In his autobiography For the Record, Defence Cabinet Secretary Aden Duale claims that Ruto revealed to him that Raila was the West's - the US included - preferred candidate.
"When we sat with Ruto, he had international sources who had explained to him that the ICC was being pushed by foreign powers to get Raila to power," Duale writes of the US, the United Kingdom, France and Germany, among other nations.
"With knowledge about geopolitics, the president and his deputy had two aces up their sleeve. If the West was persecuting them, they could face East... China was happy to stick it up to the West that had for years dominated the lending to Kenya," Duale adds in his book.
Indeed, the former president portrayed Raila as a puppet of the West before the two closed ranks in 2018, with Uhuru at one time hurling profanities at Raila for his affinity with the West.
The former premier has always reached out to Big Brother whenever he felt the government was clamping down on the rights of Kenyans, such as when Uhuru's administration would violently deal with opposition protests. Raila's Azimio la Umoja-One Kenya has made similar appeals recently amid incidents of police brutality against protesters that have led to the deaths of several persons.
But the support seems to be shifting in Ruto's favour as the US seeks trade and investment partnerships in Africa. Historian Macharia Munene argued that Raila is concerned about the new developments that threaten to sideline him.
"Raila is in a corner and he is reacting in an angry way to the new support shown to Ruto. He is frustrated that by supporting Ruto, the Americans won't question the excesses of his presidency," said the university lecturer.
National Assembly Majority Leader Kimani Ichung'wah defended Whitman's remarks, in a tweet that suggested that Raila should put his election loss behind him.
"Now Raila Odinga relax. The US ambassador is simply stating the obvious that the elections of 2022 were transparent and fair. Stop threatening her, you can't recall her from nowhere, Baba. Live with the truth of losing an election and focus on 2027 now," said Ichung'wah.
Prof Munene argued that Raila would not "accept that he lost" as doing so hurts his political relevance.
"As long as Raila makes noise he will be relevant for 2027, and he will be a to candidate them... There is nothing wrong with what the ambassador said because the US has been saying so," Prof Munene stated, adding that US interference was "not a new thing".
The US has been hailed for backing pro-democracy reforms in Kenya and Africa, funding electoral processes and civil society groups.
Homa Bay Senator Moses Kajwang' said he read a shifting policy from foreign envoys.
"We think there is a dangerous trend that is coming up where our foreign partners are more concerned about supply-chain diversification and the continuity of business, rather than life in the jurisdictions they operate," Kajwang' said.

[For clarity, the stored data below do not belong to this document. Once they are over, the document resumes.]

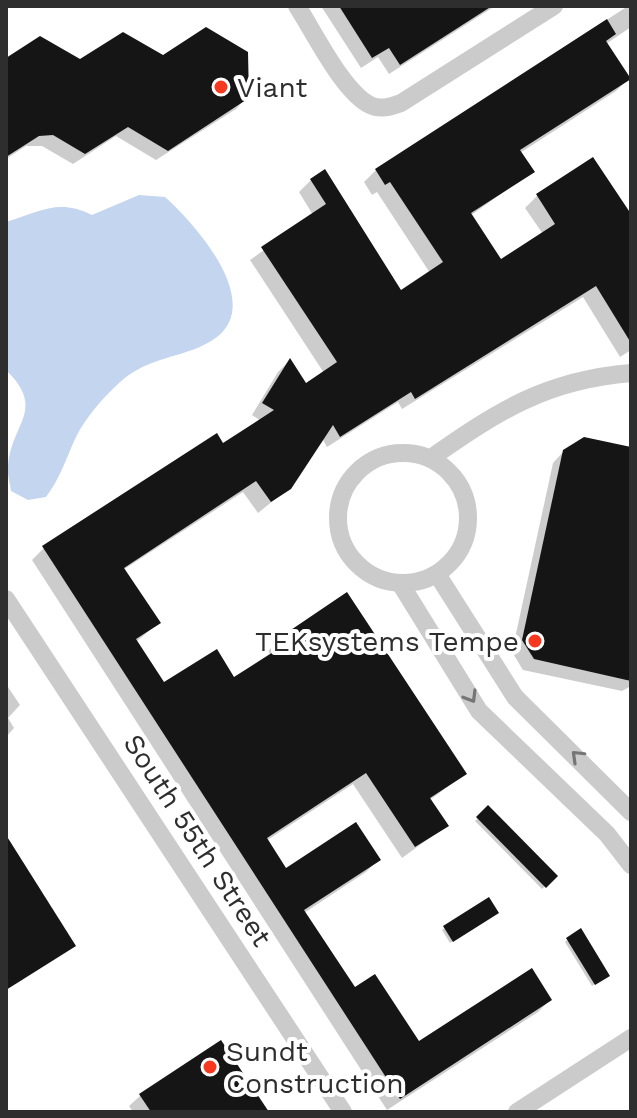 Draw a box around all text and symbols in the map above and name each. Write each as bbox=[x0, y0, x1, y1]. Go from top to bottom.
place label: Viant bbox=[237, 71, 308, 104]
marker: Viant bbox=[212, 78, 230, 96]
place label: TEKsystems Tempe bbox=[255, 625, 519, 658]
marker: TEKsystems Tempe bbox=[526, 632, 544, 650]
one-way arrow bbox=[461, 688, 476, 703]
street label: South 55th Street bbox=[117, 728, 279, 953]
one-way arrow bbox=[572, 751, 586, 766]
place label: Sundt Construction bbox=[226, 1035, 404, 1100]
marker: Sundt Construction bbox=[201, 1058, 219, 1076] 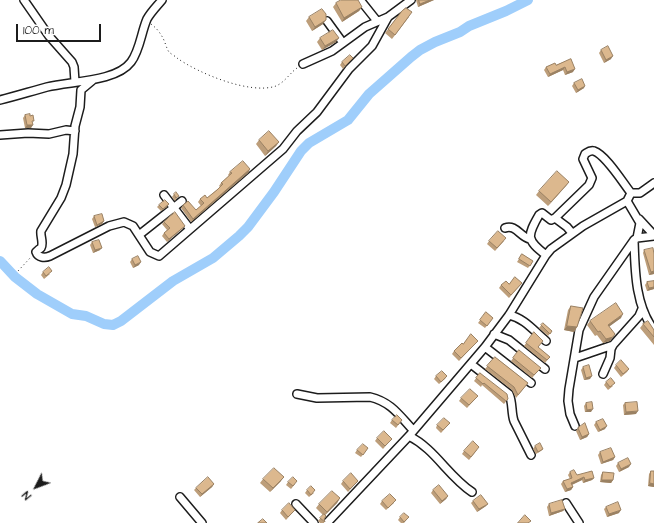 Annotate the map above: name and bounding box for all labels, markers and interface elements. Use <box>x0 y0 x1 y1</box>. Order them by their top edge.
scale bar <box>18 16 103 42</box>
text: 100 m <box>23 22 54 39</box>
north arrow <box>16 467 56 507</box>
text: N <box>19 488 35 503</box> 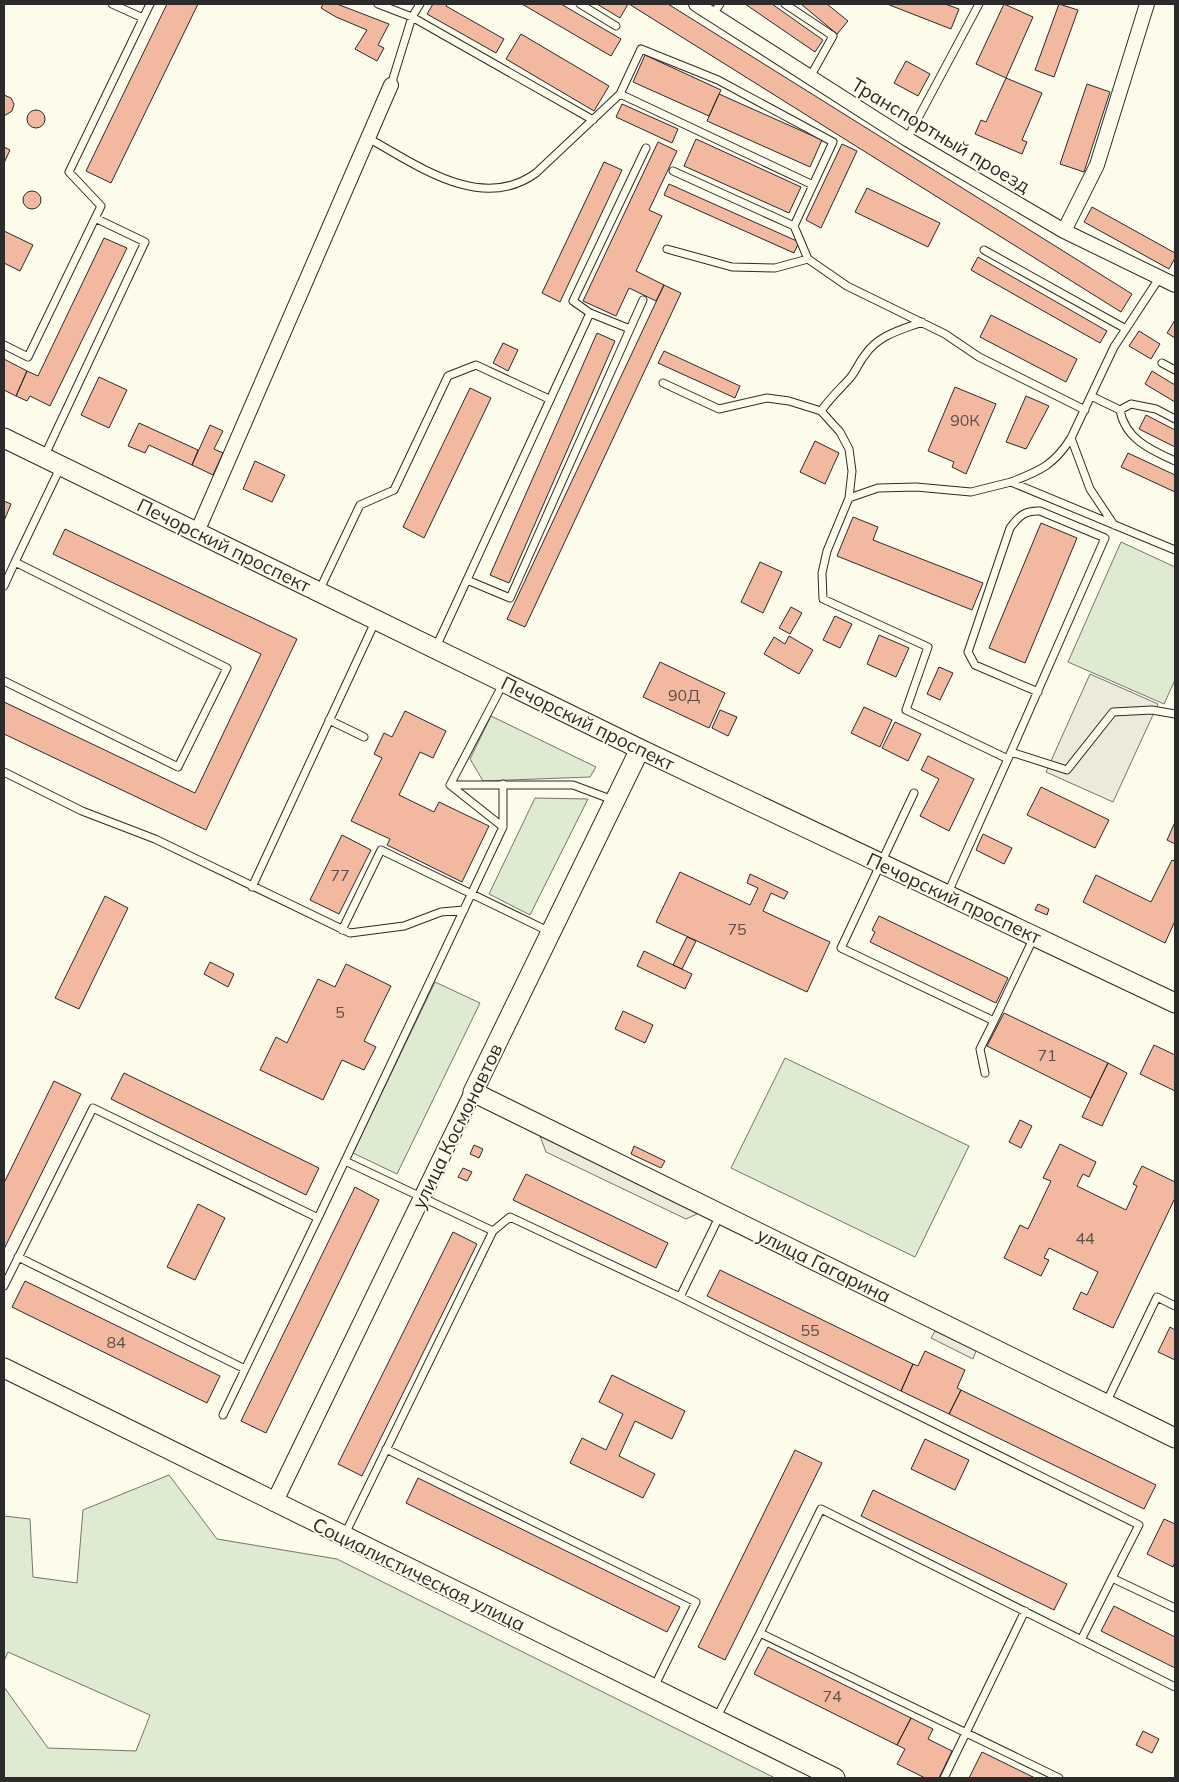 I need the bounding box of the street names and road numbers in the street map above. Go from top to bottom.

"We felt hurt when the US ambassador is dancing and praising democracy in Kenya when such rights (picketing) are being criminalised," Siaya Senator Oburu Oginga said Thursday.
"Elections, taxes and corruption and taxes are existential questions in Kenya today. It is only a visitor in Jerusalem who can discuss them in such a casual manner. The US government is not a visitor in Nairobi, and we can only hope that these unfortunate remarks were personal and were inspired by the envoy's... corporate instincts of pleasing the buyer to close a deal," said Kitui Senator Enock Wambua.
But Belgut MP Nelson Koech, who chairs the National Assembly Defence and Foreign Relations Committee, said: "Raila Odinga's undiplomatic and unpalatable attacks on the US Ambassador for simply saying the truth about the state of the last election should tell the international community the kind of man we are dealing with."
"Ambassador Whitman is simply reiterating what all the International Election Observer Missions reports said and what we have been saying all along: the last election was the freest, fairest and most transparent in the history of Kenya as a democracy."